━━━━━ EXTRACTED DATA ━━━━━

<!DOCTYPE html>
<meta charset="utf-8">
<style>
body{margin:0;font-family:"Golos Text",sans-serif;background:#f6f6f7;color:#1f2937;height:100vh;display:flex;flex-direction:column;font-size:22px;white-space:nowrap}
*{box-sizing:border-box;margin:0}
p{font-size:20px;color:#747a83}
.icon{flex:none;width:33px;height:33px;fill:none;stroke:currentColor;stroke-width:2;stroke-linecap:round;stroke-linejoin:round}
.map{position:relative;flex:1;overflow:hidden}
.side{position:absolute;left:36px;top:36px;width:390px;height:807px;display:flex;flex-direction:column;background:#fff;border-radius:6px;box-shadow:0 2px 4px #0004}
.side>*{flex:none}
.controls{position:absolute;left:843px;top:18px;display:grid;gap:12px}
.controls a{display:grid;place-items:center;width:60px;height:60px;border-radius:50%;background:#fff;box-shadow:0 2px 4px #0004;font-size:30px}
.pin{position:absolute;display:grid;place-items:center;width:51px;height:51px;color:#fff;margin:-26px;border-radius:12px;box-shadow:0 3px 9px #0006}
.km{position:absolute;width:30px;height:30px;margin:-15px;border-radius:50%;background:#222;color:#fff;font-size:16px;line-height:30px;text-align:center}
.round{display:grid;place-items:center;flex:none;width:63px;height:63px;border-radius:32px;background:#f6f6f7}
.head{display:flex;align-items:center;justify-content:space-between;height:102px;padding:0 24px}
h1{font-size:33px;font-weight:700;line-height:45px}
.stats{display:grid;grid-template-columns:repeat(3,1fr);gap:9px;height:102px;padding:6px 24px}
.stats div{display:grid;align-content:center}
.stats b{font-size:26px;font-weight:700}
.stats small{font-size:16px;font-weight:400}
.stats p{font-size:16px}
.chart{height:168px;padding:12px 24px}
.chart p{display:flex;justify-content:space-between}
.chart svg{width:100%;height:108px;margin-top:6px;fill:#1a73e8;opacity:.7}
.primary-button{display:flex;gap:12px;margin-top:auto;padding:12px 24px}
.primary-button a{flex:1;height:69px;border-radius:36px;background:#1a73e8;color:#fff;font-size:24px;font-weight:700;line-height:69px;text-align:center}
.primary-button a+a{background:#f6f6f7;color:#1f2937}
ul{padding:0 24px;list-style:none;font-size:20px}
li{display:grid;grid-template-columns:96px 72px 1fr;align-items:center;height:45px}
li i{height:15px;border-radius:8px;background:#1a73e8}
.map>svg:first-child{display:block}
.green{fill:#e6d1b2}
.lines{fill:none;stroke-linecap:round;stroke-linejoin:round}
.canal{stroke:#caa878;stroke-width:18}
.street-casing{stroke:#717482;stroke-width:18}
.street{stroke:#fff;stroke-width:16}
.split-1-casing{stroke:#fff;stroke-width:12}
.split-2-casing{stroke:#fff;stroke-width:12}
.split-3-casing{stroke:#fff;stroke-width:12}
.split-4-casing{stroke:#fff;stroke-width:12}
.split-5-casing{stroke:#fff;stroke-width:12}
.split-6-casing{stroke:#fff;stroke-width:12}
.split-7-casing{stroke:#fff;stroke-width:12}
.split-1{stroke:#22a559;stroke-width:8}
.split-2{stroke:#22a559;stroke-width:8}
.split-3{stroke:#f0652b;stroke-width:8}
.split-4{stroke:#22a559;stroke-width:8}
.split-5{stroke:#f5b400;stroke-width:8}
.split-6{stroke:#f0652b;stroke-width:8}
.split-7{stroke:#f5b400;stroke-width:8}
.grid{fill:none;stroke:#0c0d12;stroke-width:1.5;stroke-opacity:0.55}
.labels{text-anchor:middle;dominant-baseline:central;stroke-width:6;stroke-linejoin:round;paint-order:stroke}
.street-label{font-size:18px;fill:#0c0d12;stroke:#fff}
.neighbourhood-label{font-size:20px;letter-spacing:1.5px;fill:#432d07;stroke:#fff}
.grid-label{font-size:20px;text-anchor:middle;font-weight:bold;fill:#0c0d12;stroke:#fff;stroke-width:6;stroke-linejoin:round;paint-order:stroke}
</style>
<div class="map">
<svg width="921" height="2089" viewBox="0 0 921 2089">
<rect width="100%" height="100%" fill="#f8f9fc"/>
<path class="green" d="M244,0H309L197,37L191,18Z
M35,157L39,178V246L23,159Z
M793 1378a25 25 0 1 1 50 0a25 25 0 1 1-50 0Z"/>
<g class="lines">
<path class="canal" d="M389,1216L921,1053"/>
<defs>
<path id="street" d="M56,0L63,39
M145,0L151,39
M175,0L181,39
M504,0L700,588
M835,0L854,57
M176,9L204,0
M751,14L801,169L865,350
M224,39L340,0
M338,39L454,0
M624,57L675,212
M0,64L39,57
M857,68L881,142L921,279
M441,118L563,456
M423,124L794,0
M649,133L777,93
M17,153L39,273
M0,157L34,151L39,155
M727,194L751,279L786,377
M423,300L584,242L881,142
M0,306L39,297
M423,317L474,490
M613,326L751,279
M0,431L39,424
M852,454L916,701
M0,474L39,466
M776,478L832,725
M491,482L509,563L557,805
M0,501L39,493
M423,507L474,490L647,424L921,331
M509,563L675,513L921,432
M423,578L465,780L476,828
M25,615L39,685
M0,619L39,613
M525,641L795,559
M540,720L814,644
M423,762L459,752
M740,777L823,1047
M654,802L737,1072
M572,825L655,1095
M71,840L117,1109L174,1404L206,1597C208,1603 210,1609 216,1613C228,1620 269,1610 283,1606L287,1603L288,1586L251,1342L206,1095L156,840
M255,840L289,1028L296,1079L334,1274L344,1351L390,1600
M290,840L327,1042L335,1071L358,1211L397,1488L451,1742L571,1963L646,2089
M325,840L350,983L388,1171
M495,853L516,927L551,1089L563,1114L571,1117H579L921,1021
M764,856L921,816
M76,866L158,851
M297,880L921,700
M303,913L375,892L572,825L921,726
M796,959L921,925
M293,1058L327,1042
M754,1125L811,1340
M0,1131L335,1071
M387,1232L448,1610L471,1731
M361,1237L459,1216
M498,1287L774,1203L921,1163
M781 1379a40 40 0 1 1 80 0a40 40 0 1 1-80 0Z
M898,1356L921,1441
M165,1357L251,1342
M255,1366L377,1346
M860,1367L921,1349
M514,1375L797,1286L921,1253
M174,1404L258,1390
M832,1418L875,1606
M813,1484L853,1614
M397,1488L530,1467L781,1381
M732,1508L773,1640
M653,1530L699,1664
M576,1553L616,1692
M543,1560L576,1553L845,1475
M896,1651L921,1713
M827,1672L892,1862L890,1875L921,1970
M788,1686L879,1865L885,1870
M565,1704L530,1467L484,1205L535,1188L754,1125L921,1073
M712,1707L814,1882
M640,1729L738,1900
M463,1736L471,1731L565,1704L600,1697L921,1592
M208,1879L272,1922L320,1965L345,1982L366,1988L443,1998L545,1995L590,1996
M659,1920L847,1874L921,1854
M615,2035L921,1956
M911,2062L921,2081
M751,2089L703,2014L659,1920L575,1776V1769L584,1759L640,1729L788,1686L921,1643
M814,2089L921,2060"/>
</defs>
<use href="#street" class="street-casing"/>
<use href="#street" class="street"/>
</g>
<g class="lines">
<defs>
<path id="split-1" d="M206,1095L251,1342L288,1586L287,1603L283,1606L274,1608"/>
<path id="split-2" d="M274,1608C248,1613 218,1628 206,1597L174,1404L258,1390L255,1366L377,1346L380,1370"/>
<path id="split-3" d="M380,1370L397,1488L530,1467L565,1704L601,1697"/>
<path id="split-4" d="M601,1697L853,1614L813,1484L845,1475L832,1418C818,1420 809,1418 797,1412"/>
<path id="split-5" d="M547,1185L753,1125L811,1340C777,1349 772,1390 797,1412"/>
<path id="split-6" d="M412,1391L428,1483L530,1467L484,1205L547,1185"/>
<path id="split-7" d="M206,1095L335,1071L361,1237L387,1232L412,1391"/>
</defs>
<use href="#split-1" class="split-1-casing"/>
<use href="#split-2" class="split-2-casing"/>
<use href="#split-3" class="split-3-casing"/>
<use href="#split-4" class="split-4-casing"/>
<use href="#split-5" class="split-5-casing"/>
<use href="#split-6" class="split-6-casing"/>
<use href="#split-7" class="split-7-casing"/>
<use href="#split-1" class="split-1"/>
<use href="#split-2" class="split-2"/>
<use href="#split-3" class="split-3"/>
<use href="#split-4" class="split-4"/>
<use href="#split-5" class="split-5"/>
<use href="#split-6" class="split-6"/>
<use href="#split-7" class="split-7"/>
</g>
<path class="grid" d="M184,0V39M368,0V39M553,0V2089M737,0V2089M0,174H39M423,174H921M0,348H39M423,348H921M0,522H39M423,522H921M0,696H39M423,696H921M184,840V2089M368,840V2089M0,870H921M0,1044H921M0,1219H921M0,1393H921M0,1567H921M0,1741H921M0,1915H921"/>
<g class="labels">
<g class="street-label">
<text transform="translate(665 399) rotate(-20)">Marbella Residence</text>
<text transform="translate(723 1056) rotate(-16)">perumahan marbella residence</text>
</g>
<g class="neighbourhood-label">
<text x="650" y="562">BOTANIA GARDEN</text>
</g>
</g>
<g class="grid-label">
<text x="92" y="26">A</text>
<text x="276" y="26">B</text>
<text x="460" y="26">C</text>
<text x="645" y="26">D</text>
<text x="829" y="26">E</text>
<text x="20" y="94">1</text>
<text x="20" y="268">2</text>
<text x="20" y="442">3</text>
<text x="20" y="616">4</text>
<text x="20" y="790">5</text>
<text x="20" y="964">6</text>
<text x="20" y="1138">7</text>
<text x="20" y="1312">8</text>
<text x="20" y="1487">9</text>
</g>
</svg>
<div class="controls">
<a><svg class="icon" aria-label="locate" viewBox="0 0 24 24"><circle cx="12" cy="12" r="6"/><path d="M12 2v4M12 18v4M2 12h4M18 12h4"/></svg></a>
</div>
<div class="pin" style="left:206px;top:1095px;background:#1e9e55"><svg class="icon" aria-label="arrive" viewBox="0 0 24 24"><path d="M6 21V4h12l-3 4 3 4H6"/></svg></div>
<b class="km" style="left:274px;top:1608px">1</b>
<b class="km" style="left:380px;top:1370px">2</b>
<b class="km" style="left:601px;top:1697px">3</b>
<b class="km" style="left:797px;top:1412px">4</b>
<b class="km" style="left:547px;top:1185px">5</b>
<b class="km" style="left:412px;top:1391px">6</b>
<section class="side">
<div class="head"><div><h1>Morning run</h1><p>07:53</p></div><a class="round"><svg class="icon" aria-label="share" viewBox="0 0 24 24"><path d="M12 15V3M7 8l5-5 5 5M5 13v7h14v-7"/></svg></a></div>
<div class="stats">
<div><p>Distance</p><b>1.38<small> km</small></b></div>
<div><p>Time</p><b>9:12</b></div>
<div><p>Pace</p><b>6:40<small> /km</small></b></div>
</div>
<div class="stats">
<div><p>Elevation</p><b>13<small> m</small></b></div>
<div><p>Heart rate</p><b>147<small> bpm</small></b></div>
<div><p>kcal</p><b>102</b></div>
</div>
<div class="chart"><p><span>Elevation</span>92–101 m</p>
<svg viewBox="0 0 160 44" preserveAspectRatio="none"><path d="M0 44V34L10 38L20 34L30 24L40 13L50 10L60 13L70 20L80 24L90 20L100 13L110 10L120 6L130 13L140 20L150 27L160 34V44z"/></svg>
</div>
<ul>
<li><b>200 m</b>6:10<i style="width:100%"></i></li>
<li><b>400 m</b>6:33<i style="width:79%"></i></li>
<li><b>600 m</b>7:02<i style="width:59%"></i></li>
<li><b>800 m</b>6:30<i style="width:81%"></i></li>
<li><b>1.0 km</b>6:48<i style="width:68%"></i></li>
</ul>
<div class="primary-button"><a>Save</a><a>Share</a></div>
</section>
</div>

━━━━━
━━━━━ EXTRACTED DATA ━━━━━

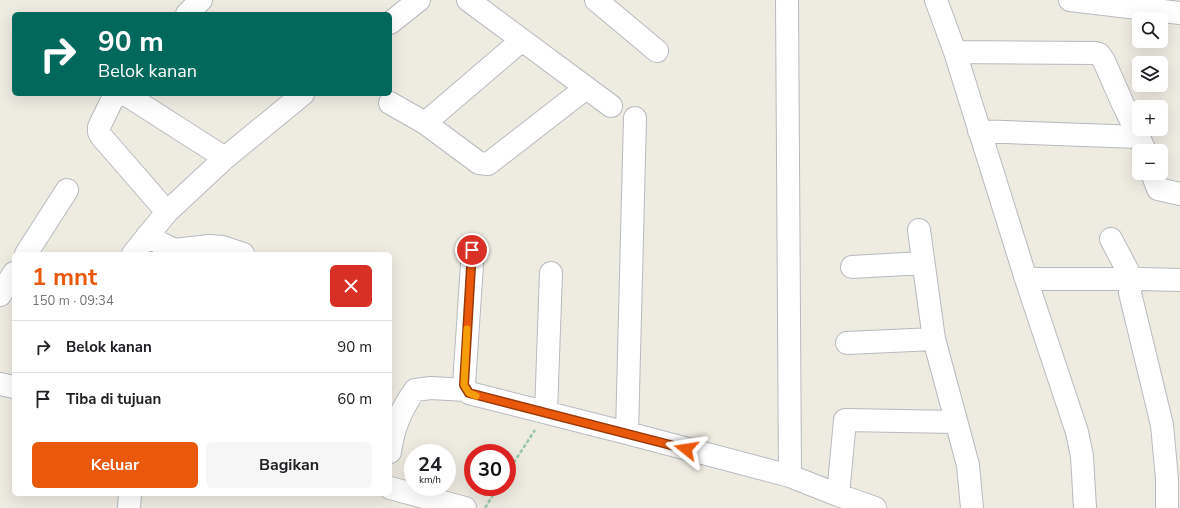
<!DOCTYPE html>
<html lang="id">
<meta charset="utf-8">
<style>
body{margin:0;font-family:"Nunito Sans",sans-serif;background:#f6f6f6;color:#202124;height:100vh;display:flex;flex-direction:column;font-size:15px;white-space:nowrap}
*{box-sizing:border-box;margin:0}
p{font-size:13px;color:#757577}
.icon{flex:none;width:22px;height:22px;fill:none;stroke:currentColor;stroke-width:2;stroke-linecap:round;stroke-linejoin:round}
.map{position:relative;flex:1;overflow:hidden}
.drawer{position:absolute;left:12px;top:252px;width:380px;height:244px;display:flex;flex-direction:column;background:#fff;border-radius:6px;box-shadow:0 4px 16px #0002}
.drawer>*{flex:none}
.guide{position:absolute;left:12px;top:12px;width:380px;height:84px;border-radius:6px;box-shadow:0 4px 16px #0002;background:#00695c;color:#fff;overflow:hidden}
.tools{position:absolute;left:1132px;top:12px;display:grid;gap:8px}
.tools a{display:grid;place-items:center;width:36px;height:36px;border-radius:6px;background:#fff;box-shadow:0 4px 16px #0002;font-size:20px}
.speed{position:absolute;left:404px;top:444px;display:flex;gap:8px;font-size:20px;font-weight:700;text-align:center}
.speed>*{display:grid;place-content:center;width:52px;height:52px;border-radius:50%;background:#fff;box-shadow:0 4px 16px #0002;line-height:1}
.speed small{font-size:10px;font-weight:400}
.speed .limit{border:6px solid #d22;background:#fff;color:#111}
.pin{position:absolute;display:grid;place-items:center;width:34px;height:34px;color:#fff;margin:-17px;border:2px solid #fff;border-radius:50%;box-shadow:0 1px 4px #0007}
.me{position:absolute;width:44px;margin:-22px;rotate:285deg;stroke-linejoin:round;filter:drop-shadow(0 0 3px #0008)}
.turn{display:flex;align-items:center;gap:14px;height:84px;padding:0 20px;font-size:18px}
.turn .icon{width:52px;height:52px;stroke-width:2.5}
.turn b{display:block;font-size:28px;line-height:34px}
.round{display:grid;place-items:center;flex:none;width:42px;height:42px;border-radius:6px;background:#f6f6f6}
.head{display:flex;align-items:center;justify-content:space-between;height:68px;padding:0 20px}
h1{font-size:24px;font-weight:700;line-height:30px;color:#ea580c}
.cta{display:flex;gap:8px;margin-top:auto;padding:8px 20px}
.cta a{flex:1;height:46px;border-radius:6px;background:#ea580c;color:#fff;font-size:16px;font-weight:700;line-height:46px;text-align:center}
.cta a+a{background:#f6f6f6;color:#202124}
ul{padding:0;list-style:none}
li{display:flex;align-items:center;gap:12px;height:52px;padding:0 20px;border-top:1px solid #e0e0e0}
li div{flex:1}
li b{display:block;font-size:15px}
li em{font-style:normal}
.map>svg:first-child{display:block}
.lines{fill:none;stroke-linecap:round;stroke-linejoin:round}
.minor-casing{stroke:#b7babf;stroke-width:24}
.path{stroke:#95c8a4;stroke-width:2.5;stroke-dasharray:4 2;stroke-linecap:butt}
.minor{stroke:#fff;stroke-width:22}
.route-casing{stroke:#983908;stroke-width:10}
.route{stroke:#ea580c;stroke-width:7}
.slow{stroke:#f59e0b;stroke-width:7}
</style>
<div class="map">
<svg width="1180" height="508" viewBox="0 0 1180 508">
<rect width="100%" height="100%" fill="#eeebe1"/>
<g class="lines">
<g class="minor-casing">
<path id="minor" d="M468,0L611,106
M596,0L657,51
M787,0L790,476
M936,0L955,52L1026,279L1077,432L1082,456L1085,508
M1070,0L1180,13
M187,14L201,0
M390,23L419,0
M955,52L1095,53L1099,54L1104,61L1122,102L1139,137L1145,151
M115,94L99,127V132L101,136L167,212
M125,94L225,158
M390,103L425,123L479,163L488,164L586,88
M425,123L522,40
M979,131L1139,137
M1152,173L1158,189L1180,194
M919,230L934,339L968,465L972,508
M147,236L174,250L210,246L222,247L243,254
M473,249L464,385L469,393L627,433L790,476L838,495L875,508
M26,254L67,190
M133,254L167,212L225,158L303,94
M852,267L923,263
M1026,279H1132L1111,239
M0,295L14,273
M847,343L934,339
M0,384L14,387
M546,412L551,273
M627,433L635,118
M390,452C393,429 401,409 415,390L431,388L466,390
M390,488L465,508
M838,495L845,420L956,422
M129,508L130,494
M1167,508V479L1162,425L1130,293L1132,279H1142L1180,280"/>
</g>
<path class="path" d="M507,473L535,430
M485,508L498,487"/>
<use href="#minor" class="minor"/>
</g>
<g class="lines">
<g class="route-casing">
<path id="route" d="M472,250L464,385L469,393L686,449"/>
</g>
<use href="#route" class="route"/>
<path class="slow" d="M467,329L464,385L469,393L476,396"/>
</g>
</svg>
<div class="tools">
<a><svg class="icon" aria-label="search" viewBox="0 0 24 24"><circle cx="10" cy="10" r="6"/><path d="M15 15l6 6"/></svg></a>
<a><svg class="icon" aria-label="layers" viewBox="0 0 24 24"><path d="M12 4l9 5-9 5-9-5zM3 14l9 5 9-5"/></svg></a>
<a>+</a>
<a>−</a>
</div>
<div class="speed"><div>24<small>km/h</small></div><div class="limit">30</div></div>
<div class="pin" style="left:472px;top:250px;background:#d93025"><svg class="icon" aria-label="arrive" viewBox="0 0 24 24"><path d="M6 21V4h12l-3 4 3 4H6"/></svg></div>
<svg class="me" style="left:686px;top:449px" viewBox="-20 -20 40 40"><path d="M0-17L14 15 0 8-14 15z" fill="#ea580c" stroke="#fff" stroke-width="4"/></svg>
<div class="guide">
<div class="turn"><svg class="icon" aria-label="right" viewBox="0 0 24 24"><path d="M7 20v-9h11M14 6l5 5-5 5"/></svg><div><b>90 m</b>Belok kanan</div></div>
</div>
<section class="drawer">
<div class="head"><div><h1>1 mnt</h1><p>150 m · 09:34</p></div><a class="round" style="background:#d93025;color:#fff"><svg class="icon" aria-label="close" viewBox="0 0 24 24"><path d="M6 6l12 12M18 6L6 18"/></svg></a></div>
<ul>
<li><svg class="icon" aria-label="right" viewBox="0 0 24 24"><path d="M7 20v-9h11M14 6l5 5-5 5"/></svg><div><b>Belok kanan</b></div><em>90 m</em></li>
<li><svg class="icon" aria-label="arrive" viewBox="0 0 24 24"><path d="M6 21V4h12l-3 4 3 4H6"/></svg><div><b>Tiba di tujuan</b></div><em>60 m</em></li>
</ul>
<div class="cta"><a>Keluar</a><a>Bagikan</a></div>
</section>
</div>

━━━━━

PROBLEM STATEMENT
Every line of the data that includes the word "Elevation" should be copied.

WRITTEN ANSWER
<div><p>Elevation</p><b>13<small> m</small></b></div>
<div class="chart"><p><span>Elevation</span>92–101 m</p>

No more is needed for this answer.